Assembleia debate internação compulsória de pessoas em situação de rua no Paraná e seus impactos sociais

Debates na Assembleia Legislativa do Paraná sobre internação compulsória de pessoas em situação de rua ressaltam complexidade, direitos e impactos sociais

A internação compulsória de pessoas em situação de rua, sobretudo em casos onde representam risco a si mesmas ou à sociedade, foi tema de uma audiência pública nesta segunda-feira (23), promovida pela Assembleia Legislativa do Paraná. O encontro, proposto pelo deputado Requião Filho (PDT), buscou analisar critérios legais, limites e as consequências sociais dessa medida, frequentemente defendida como solução para a limpeza urbana, mas também contestada por especialistas devido aos riscos e violações de direitos.

Com um debate que reuniu representantes do Conselho Regional de Psicologia, Ministério Público, Defensoria Pública e membros da sociedade civil, a discussão apontou para a necessidade de protocolos rigorosos, equipe técnica especializada e ênfase no cuidado humano, enfatizando que a internação compulsória deve ser a última alternativa e jamais um instrumento de exclusão social.

Essas informações foram levantadas e discutidas durante a audiência pública “Drogadição, Internação Compulsória e Pessoas em Situação de Rua”, conforme divulgado pela Assembleia Legislativa do Paraná.

Complexidade e desafios da internação compulsória

O deputado Requião Filho apontou que o tema da internação compulsória é complexo e delicado, exigindo que as políticas públicas sigam um protocolo rígido que proteja os direitos humanos das pessoas em situação de rua. Para o parlamentar, a internação não pode ser usada como um meio para limpar as ruas das cidades, mas sim como uma medida séria acompanhada por profissionais especializados como psiquiatras, psicólogos e médicos.

- Advertisement -

Ele criticou a adoção desse modelo em Curitiba e outros municípios, ressaltando que a internação forçada tem sido mal aplicada, sem o devido acompanhamento e justificativas adequadas, funcionando mais como um instrumento que agrada certos setores da sociedade ao deixar a cidade “mais limpa” do que como uma política eficaz de saúde pública.

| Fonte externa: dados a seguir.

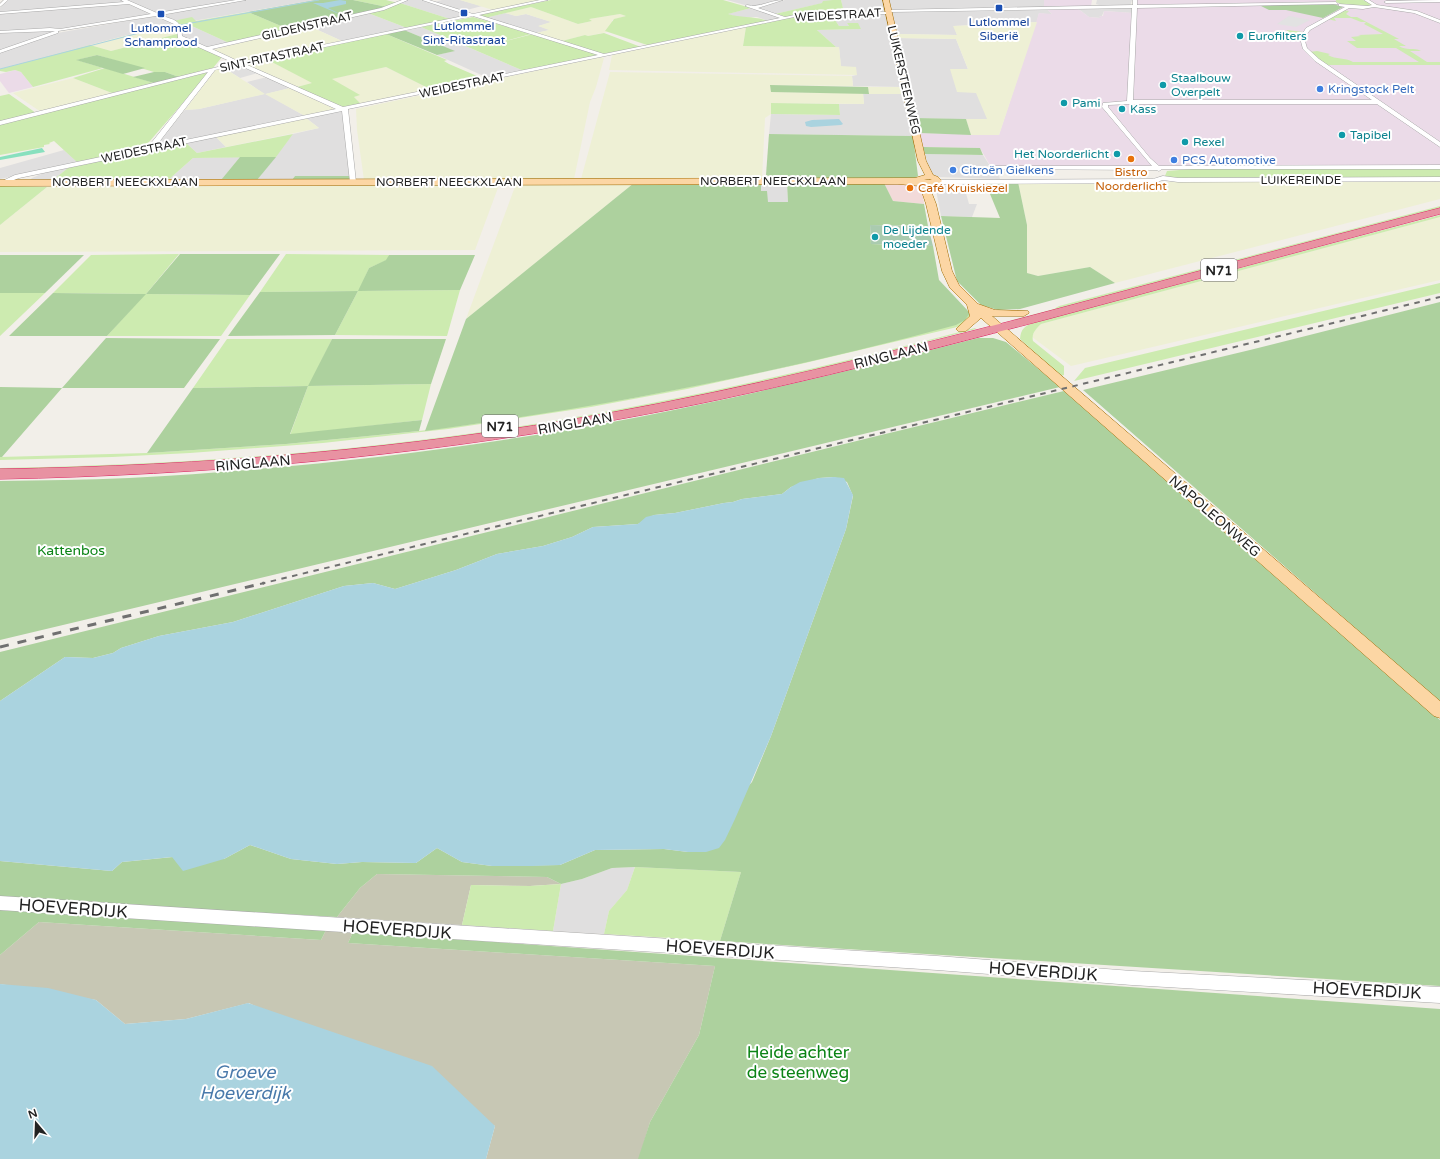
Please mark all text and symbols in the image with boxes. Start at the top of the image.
marker: Lutlommel Siberië [994,3,1004,13]
street label: WEIDESTRAAT [794,6,882,24]
marker: Lutlommel Sint-Ritastraat [459,8,469,18]
marker: Lutlommel Schamprood [156,9,166,19]
street label: GILDENSTRAAT [260,9,354,43]
place label: Lutlommel Siberië [969,15,1029,43]
place label: Lutlommel Sint-Ritastraat [423,19,506,47]
place label: Lutlommel Schamprood [124,21,198,49]
street label: LUIKERSTEENWEG [885,24,923,136]
place label: Eurofilters [1248,29,1307,43]
marker: Eurofilters [1235,31,1245,41]
street label: SINT-RITASTRAAT [219,39,326,75]
street label: WEIDESTRAAT [418,69,507,101]
place label: Staalbouw Overpelt [1171,71,1231,99]
marker: Staalbouw Overpelt [1158,80,1168,90]
place label: Kringstock Pelt [1328,82,1415,96]
marker: Kringstock Pelt [1315,84,1325,94]
place label: Pami [1072,96,1101,110]
marker: Pami [1059,98,1069,108]
place label: Kass [1130,102,1157,116]
marker: Kass [1117,104,1127,114]
place label: Tapibel [1350,128,1391,142]
marker: Tapibel [1337,130,1347,140]
street label: WEIDESTRAAT [100,134,189,166]
place label: Rexel [1193,135,1224,149]
marker: Rexel [1180,137,1190,147]
place label: Het Noorderlicht [1014,147,1109,161]
marker: Het Noorderlicht [1112,149,1122,159]
place label: PCS Automotive [1182,153,1276,167]
marker: Bistro Noorderlicht [1126,154,1136,164]
marker: PCS Automotive [1169,155,1179,165]
place label: Citroën Gielkens [961,163,1054,177]
marker: Citroën Gielkens [948,165,958,175]
place label: Bistro Noorderlicht [1095,165,1167,193]
street label: LUIKEREINDE [1261,173,1342,187]
street label: NORBERT NEECKXLAAN [700,174,846,188]
street label: NORBERT NEECKXLAAN [52,175,198,189]
street label: NORBERT NEECKXLAAN [376,175,522,189]
place label: Café Kruiskiezel [918,181,1008,195]
marker: Café Kruiskiezel [905,183,915,193]
place label: De Lijdende moeder [883,223,951,251]
marker: De Lijdende moeder [870,232,880,242]
road number: N71 [1201,259,1237,281]
street label: RINGLAAN [852,338,930,373]
street label: RINGLAAN [536,409,614,438]
road number: N71 [482,415,518,437]
street label: RINGLAAN [215,452,291,475]
street label: NAPOLEONWEG [1165,472,1264,561]
park label: Kattenbos [37,542,105,559]
street label: HOEVERDIJK [18,894,128,923]
street label: HOEVERDIJK [342,915,452,944]
street label: HOEVERDIJK [665,935,775,964]
street label: HOEVERDIJK [988,957,1098,986]
street label: HOEVERDIJK [1312,977,1422,1004]
park label: Heide achter de steenweg [747,1042,850,1083]
water label: Groeve Hoeverdijk [200,1061,292,1104]
north arrow [16,1103,56,1143]
text: N [27,1106,39,1122]

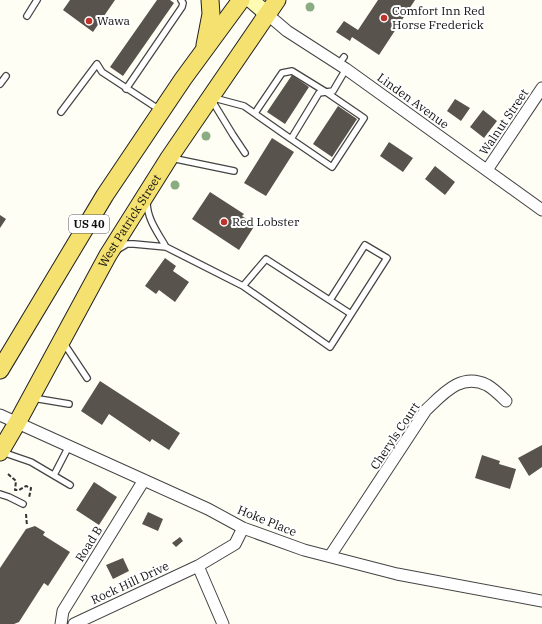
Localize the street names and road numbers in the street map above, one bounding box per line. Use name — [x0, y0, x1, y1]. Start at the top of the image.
street label: Linden Avenue — [375, 70, 452, 132]
street label: Walnut Street — [476, 86, 531, 158]
street label: West Patrick Street — [95, 171, 164, 270]
road number: US 40 — [69, 215, 109, 233]
street label: Cheryls Court — [367, 399, 422, 472]
street label: Hoke Place — [235, 502, 299, 539]
street label: Road B — [72, 523, 105, 564]
street label: Rock Hill Drive — [88, 558, 171, 607]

Perigos psicológicos e legais da internação involuntária

Autoridades do Conselho Regional de Psicologia (CRP-PR) destacaram que a internação compulsória pode causar sérios prejuízos psicológicos, alienação social e reforçar o estigma de pacientes psiquiátricos, numa sociedade ainda marcada pelo preconceito. A conselheira Marina Pires Alves Machado alertou para o retrocesso que representa ignorar aspectos científicos na formulação de políticas públicas, desviando recursos das redes públicas para empresas privadas.

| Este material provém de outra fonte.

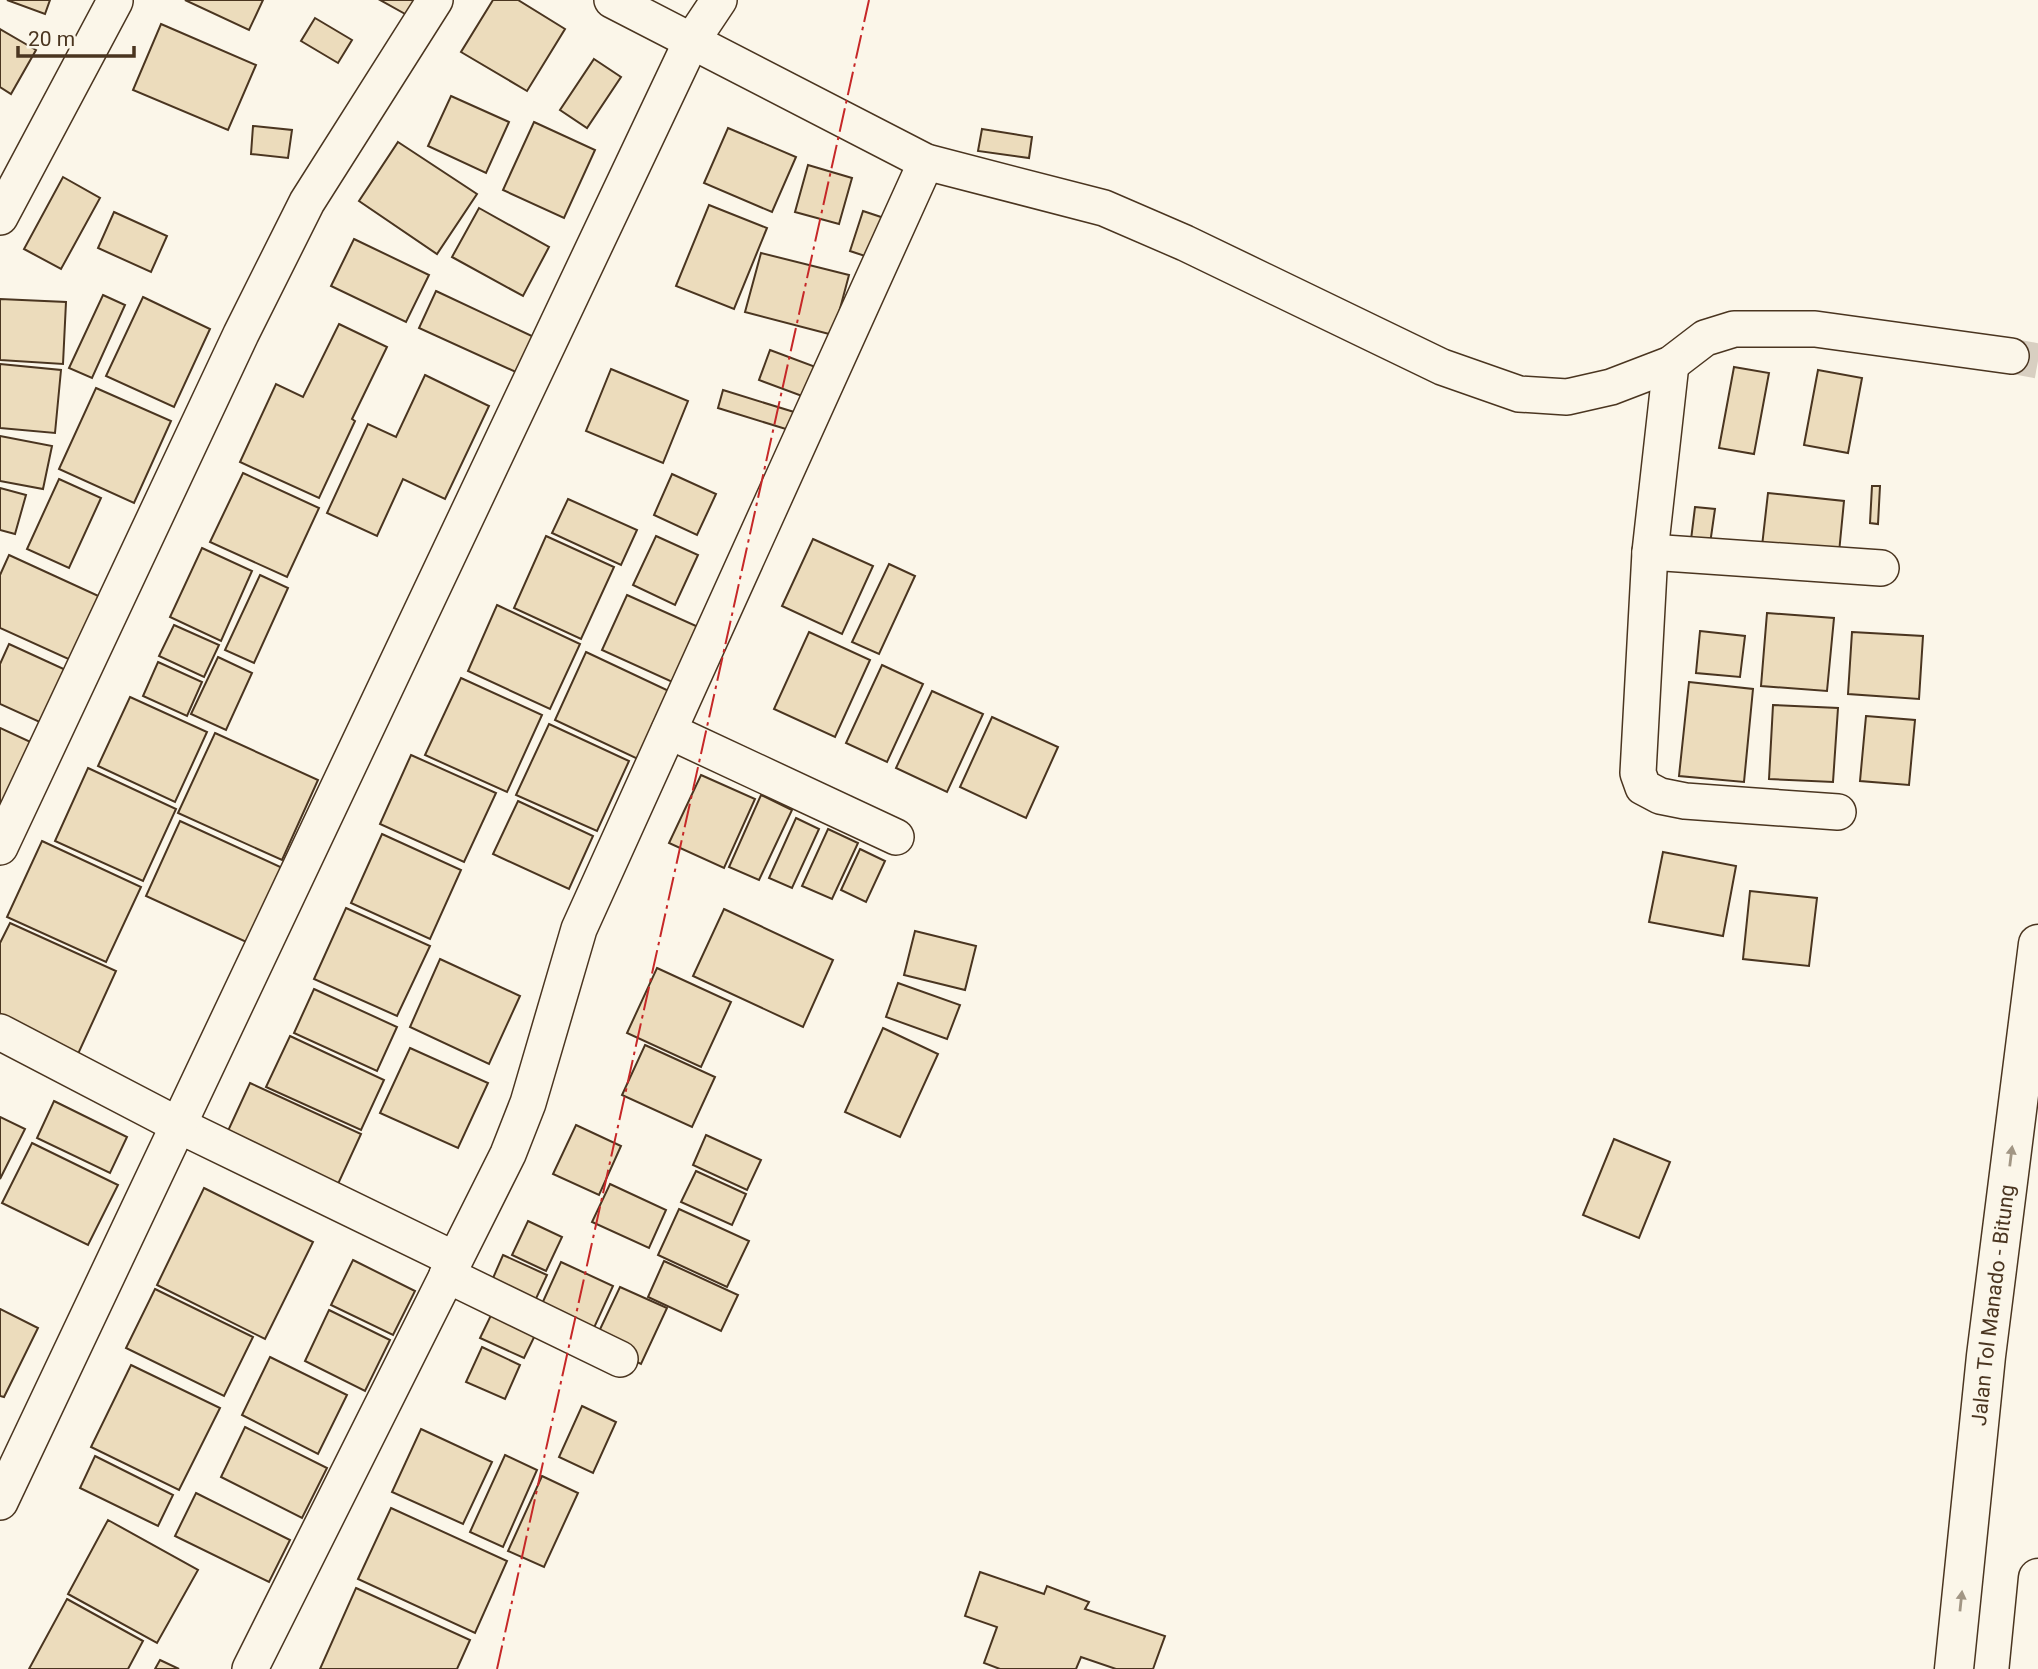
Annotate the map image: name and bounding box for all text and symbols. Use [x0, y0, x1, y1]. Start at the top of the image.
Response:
scale bar [18, 14, 133, 58]
text: 20 m [28, 27, 75, 51]
one-way arrow [2006, 1145, 2017, 1167]
street label: Jalan Tol Manado - Bitung [1967, 1183, 2020, 1427]
one-way arrow [1956, 1590, 1967, 1612]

Já a psicóloga Semiramis Amorim Vedovatto sugeriu que o novo protocolo adotado represente uma perda de direitos, em contraste com a Lei Dr. Rosinha (Lei 11.189/1995), pioneira na reforma psiquiátrica do Paraná. Ela afirmou ser preocupante que uma mulher, internada compulsoriamente e com problemas familiares e sociais, tenha seus direitos negligenciados em nome da medida, comparando tal situação a práticas discriminatórias do passado.

Necessidade de garantia de direitos e redes de apoio permanentes

O coordenador do Núcleo de Defesa da Saúde Pública da Defensoria Pública do Paraná, Paulo Cinquetti Neto, ressaltou que a Assembleia Legislativa é o local ideal para discutir políticas públicas relacionadas a essa questão. Ele destacou princípios constitucionais como a participação social no Sistema Único de Saúde e a importância de avaliar criteriosamente as alternativas terapêuticas menos invasivas.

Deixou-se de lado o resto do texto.